• _Activity_: As you print the data below, keep every line exactly as it is and leave the images behind.
*****
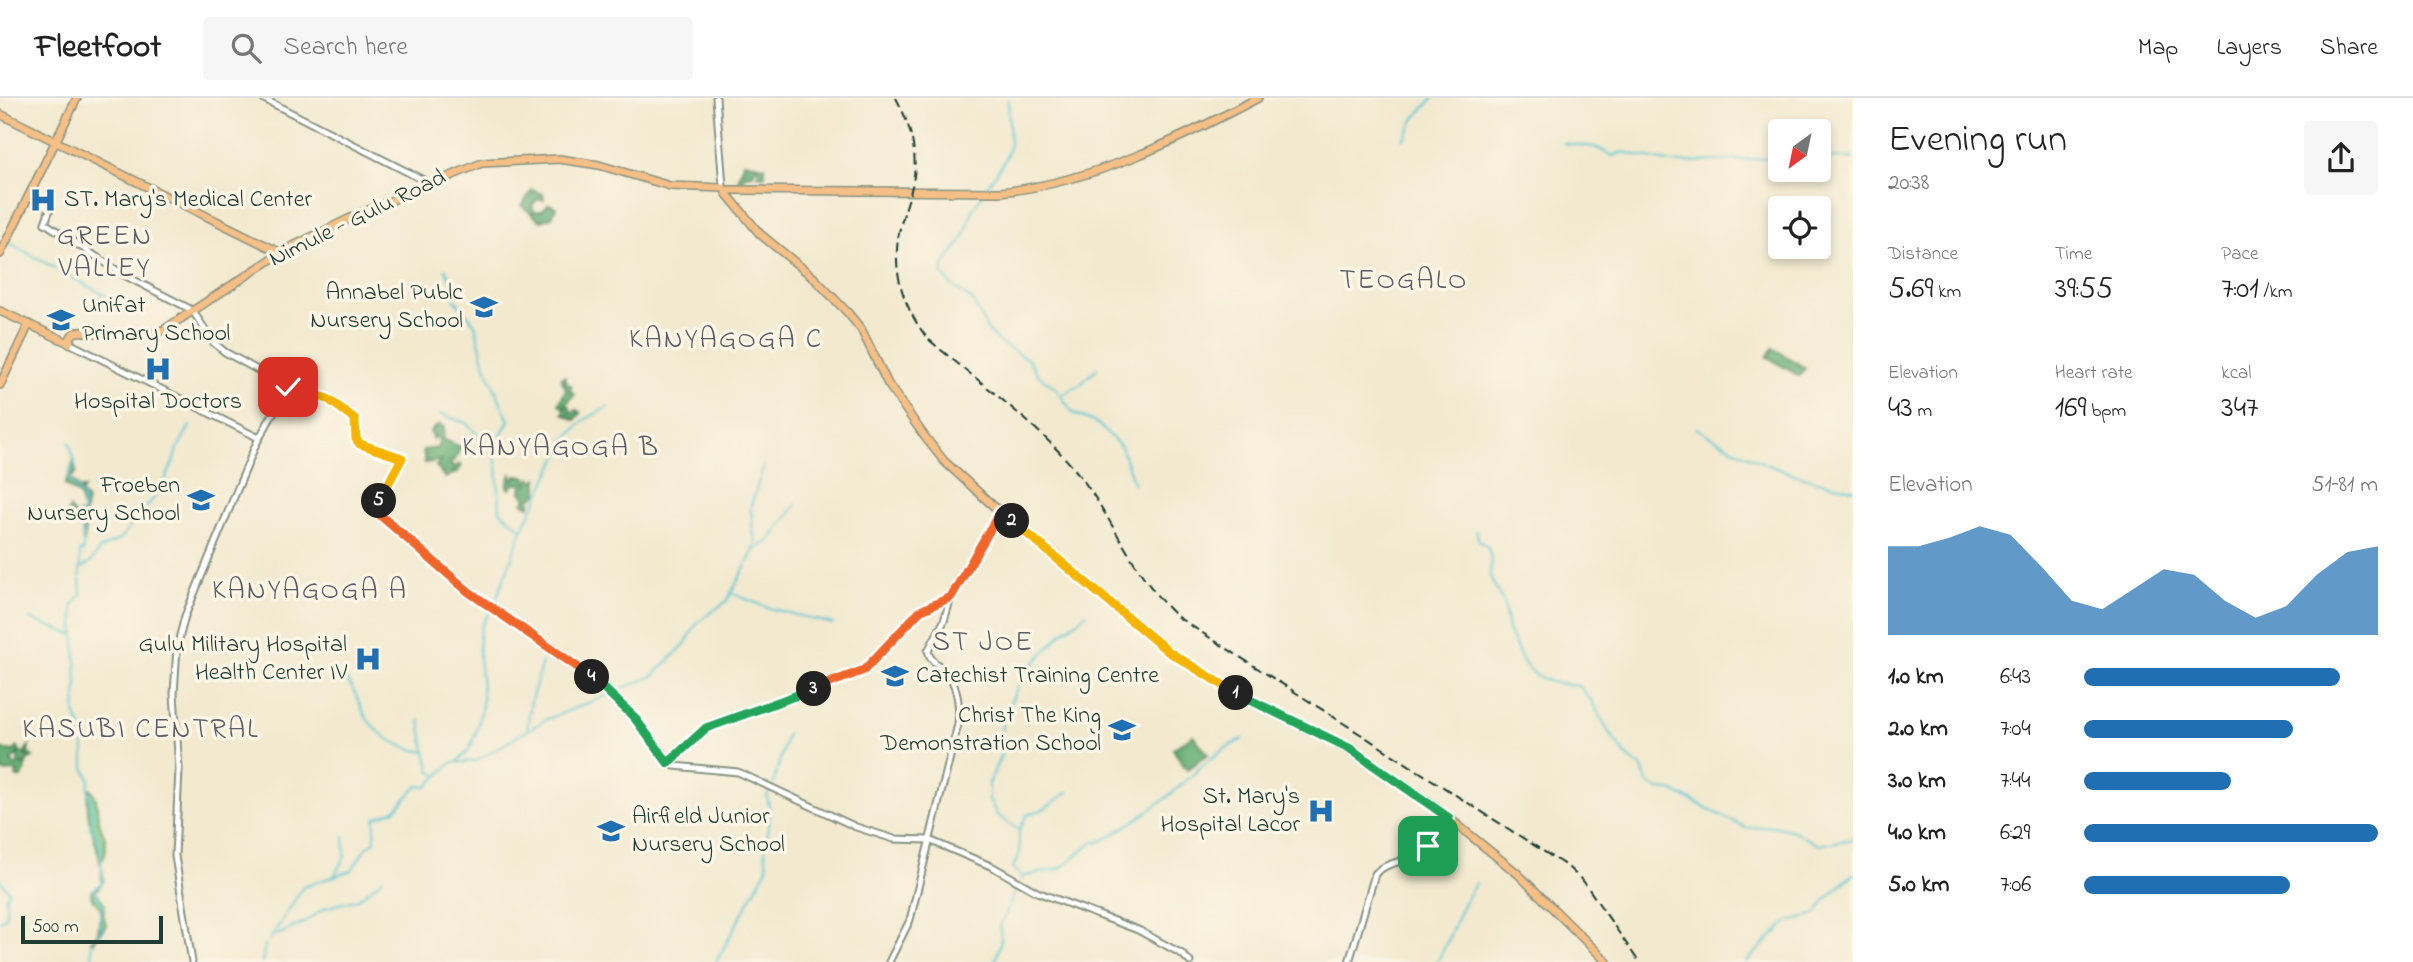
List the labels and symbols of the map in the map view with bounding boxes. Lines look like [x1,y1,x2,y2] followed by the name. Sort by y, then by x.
[1768,119,1830,182] north arrow
[264,161,453,277] street label: Nimule - Gulu Road
[64,183,312,219] place label: ST. Mary's Medical Center
[28,185,58,215] hospital icon: ST. Mary's Medical Center
[57,217,153,290] district label: GREEN VALLEY
[1340,261,1468,302] district label: TEOGALO
[310,276,463,340] place label: Annabel Publc Nursery School
[82,289,230,353] place label: Unifat Primary School
[469,292,499,322] school or university icon: Annabel Publc Nursery School
[46,305,76,335] school or university icon: Unifat Primary School
[629,320,823,361] district label: KANYAGOGA C
[143,354,173,384] hospital icon: Hospital Doctors
[258,357,318,417] pin
[74,385,242,420] place label: Hospital Doctors
[462,428,660,469] district label: KANYAGOGA B
[27,469,180,533] place label: Froeben Nursery School
[362,484,396,518] pin: 5
[186,485,216,515] school or university icon: Froeben Nursery School
[995,504,1030,538] pin: 2
[212,571,408,612] district label: KANYAGOGA A
[932,623,1034,664] district label: ST JOE
[138,628,348,691] place label: Gulu Military Hospital Health Center IV
[353,644,383,674] hospital icon: Gulu Military Hospital Health Center IV
[916,659,1159,694] place label: Catechist Training Centre
[574,660,610,694] pin: 4
[880,661,910,691] school or university icon: Catechist Training Centre
[796,672,832,706] pin: 3
[1218,676,1254,710] pin: 1
[880,699,1101,762] place label: Christ The King Demonstration School
[22,710,260,751] district label: KASUBI CENTRAL
[1107,715,1137,745] school or university icon: Christ The King Demonstration School
[1161,780,1301,843] place label: St. Mary's Hospital Lacor
[1306,796,1336,826] hospital icon: St. Mary's Hospital Lacor
[632,800,785,864] place label: Airfield Junior Nursery School
[596,816,626,846] school or university icon: Airfield Junior Nursery School
[1398,816,1458,876] pin
[21,913,163,945] scale bar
*****
• _Exercise solution_:
List the labels and symbols of the map in the map view with bounding boxes. Lines look like [x1,y1,x2,y2] followed by the name. Sort by y, then by x.
[1768,119,1830,182] north arrow
[264,161,453,277] street label: Nimule - Gulu Road
[64,183,312,219] place label: ST. Mary's Medical Center
[28,185,58,215] hospital icon: ST. Mary's Medical Center
[57,217,153,290] district label: GREEN VALLEY
[1340,261,1468,302] district label: TEOGALO
[310,276,463,340] place label: Annabel Publc Nursery School
[82,289,230,353] place label: Unifat Primary School
[469,292,499,322] school or university icon: Annabel Publc Nursery School
[46,305,76,335] school or university icon: Unifat Primary School
[629,320,823,361] district label: KANYAGOGA C
[143,354,173,384] hospital icon: Hospital Doctors
[258,357,318,417] pin
[74,385,242,420] place label: Hospital Doctors
[462,428,660,469] district label: KANYAGOGA B
[27,469,180,533] place label: Froeben Nursery School
[362,484,396,518] pin: 5
[186,485,216,515] school or university icon: Froeben Nursery School
[995,504,1030,538] pin: 2
[212,571,408,612] district label: KANYAGOGA A
[932,623,1034,664] district label: ST JOE
[138,628,348,691] place label: Gulu Military Hospital Health Center IV
[353,644,383,674] hospital icon: Gulu Military Hospital Health Center IV
[916,659,1159,694] place label: Catechist Training Centre
[574,660,610,694] pin: 4
[880,661,910,691] school or university icon: Catechist Training Centre
[796,672,832,706] pin: 3
[1218,676,1254,710] pin: 1
[880,699,1101,762] place label: Christ The King Demonstration School
[22,710,260,751] district label: KASUBI CENTRAL
[1107,715,1137,745] school or university icon: Christ The King Demonstration School
[1161,780,1301,843] place label: St. Mary's Hospital Lacor
[1306,796,1336,826] hospital icon: St. Mary's Hospital Lacor
[632,800,785,864] place label: Airfield Junior Nursery School
[596,816,626,846] school or university icon: Airfield Junior Nursery School
[1398,816,1458,876] pin
[21,913,163,945] scale bar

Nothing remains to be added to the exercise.